Filling in the gaps?

By Maverick91, in Deathwatch Gamemasters

I've been a lurker on this forum for a while and decided to sign up mainly because in a month or so I'll be running my own Deathwatch campaign.

What I want to know is if any of you have any trouble filling in the gaps?

I've worked out how my beginning starts, the DW team are called to an old, abandoned watch station on the fringe of Tau space when its proximity alarm goes off. Their mission is to find out who or what managed to get so deep into a DW base and why when the only note on the actual base is a single name. I've worked out the end game, the enemies and why the broke into the base I'm just stuck with the bits in between I'm struggling with, like I've got A and D sorted but only little bits of B and C, in one respect its like writers block.

I really just want to know how you guys over come something like this? or whether it just comes naturally as you progress.

Easy answer: There is no block. It’s all in your head.

Nothing is ever truly easy though so here are a few tips that have worked for me and others from time to time. It all varies for me so I end up using different strategies almost every time.

1) Distance yourself and get perspective on your material if you can afford the cost in time. Take a break and come back to look on it with fresh eyes.
2) Bounce ideas with someone if you are fortunate to have someone like that around (forums work as well).
3) Go with what feels natural. Keep your themes and moods for your campaign in the back of your mind.
4) BICHOK. Butt In Chair, Hands On Keyboard.

In movies and literature the part between the beginning and the end is where a number of things happen. The conflict/plot presented in the beginning deepens, become more complex. Sub-plots make themselves known. These could be individual character goals in your group, running into something unexpected, dealing with social situations, targets of opportunity and so on. Important is that the players don’t feel like the stuff in the middle are just annoying speed bumps for the main story. Make it interesting and make it stick to the mood and themes.

Thanks for a Speedy reply Chorus, its much appreciated.

I think what I'll do is take a break from the campaign, I've got exams in the next 4 weeks so it wiil be better to give it a rest, unfortunately though the one person I could bounce ideas off is taking part in my campaign so I dont really want to give away the story too much, i dont want to spoil it for him or give him the opportunity to meta game (although I doubt he would).

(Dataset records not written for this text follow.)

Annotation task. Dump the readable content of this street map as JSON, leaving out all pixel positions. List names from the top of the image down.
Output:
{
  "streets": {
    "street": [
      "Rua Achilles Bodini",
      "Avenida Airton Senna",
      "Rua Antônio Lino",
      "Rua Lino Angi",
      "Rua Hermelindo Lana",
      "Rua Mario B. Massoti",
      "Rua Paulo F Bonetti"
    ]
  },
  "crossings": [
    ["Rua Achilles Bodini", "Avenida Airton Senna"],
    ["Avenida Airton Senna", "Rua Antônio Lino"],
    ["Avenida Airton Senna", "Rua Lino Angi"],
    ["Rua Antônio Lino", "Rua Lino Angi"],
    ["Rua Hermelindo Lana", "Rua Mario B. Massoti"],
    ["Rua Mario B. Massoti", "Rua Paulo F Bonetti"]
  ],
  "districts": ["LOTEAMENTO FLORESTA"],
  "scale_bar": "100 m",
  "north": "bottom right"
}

I think i'll just wait and see, any more advice is welcome and thank you again.

Sounds like your friend could be useful during the campaign though. To get constant feedback and to analyse things. You can do that without spoiling.

Planning a whole campaign before it starts is a great way to loose interest in in rapidly, in my experience. I tend not to even consider campaign ends until at least half-way through, because I want my campaign to react to the players, evolve, and give them what they want, rather than having them as actors simply playing out pre-determined roles in a predetermined story.

Good campaigns are reactive. You see what the player's motivations and desires are, and you change your plot to feed into that. If the players hate or love a minor walk-on NPC, then consider making him re-occurring. If the players are sick to death of Orks, then maybe they shouldn't be the big enemy of the campaign. It's much easier to involve players in your story if your story is dependant on them and inspired by their in-game actions.

Plan scenarios, rather than campaigns. Don't try to be a TV series that puts too much effort into metaplot at the cost of storylines (X-files, anyone?), but instead concentrate in making each episode as cool and exciting as possible. 80% of every scenario that you run should probably have no bearing on over-arcing plot, so that's where 80% of the work needs to go.

Thanks for the replies guys, its much appreciated.

Funny thing really, whilst on the train today a campaign hit me, one that has a good, intresting and hopefully challenging introduction and a nice little twist that will play on my PCs ethical centers once they achieve their Alpha primary objective. Also this new story line allows for so much extra depending on how my PC act.